- [Task description]:
Every line of the material below needs to be copied exactly; omit the pictures.

- [Information provided]:
════

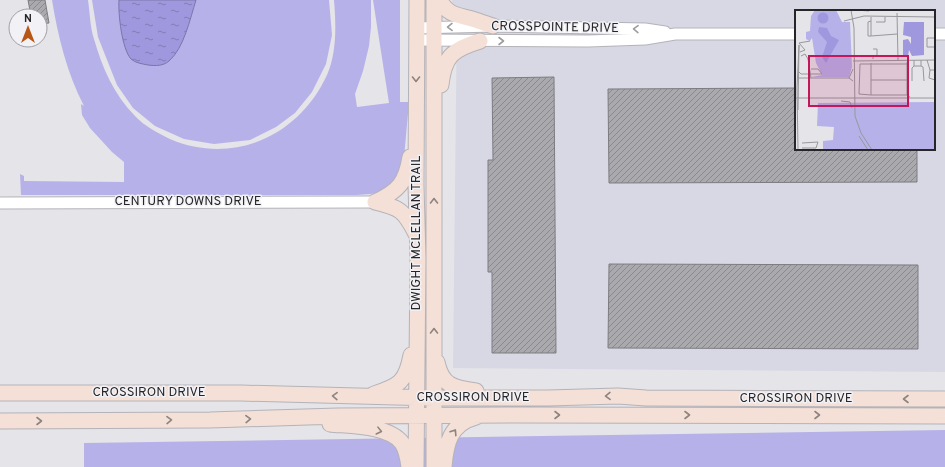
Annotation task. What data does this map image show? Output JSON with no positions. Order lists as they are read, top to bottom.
{
  "streets": {
    "main road": ["DWIGHT MCLELLAN TRAIL", "CROSSIRON DRIVE"],
    "street": ["CROSSPOINTE DRIVE", "CENTURY DOWNS DRIVE"]
  },
  "crossings": [
    ["CROSSPOINTE DRIVE", "DWIGHT MCLELLAN TRAIL"],
    ["DWIGHT MCLELLAN TRAIL", "CROSSIRON DRIVE"]
  ],
  "north": "top"
}
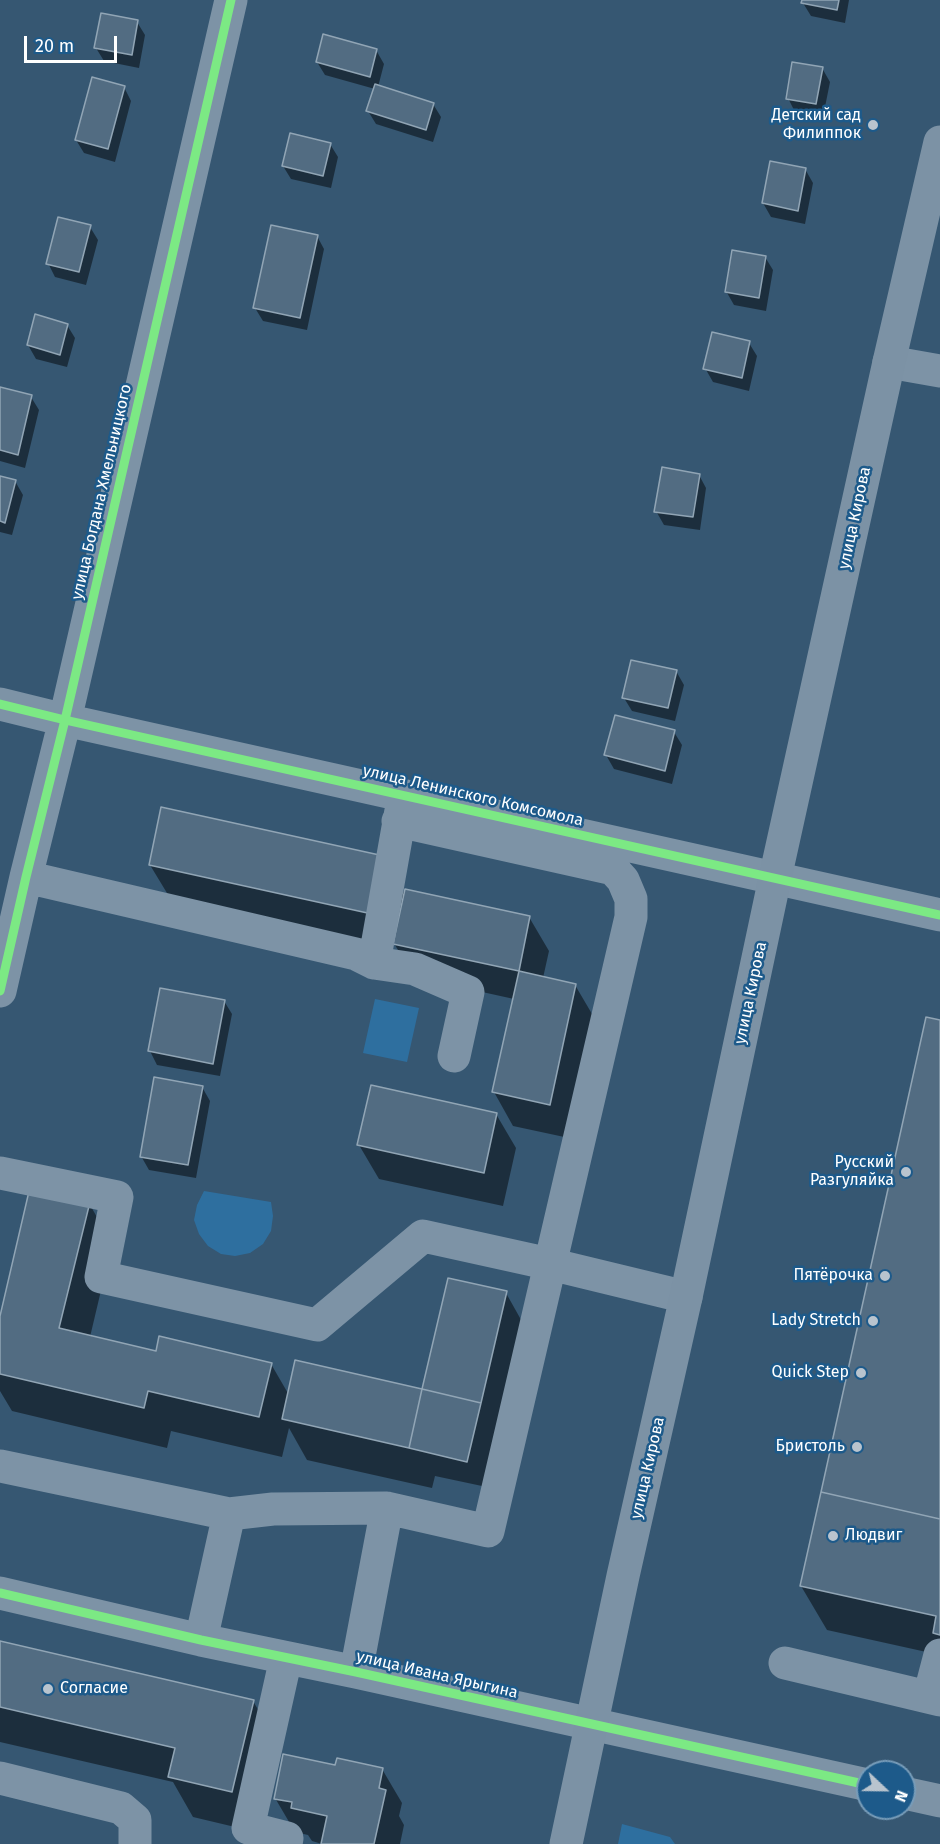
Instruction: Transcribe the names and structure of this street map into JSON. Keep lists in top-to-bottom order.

════

- [Your response]:
Annotation task. What data does this map image show? Output JSON with no positions. Order lists as they are read, top to bottom.
{
  "streets": {
    "main road": ["DWIGHT MCLELLAN TRAIL", "CROSSIRON DRIVE"],
    "street": ["CROSSPOINTE DRIVE", "CENTURY DOWNS DRIVE"]
  },
  "crossings": [
    ["CROSSPOINTE DRIVE", "DWIGHT MCLELLAN TRAIL"],
    ["DWIGHT MCLELLAN TRAIL", "CROSSIRON DRIVE"]
  ],
  "north": "top"
}
Instruction: Transcribe the names and structure of this street map into JSON. Keep lists in top-to-bottom order.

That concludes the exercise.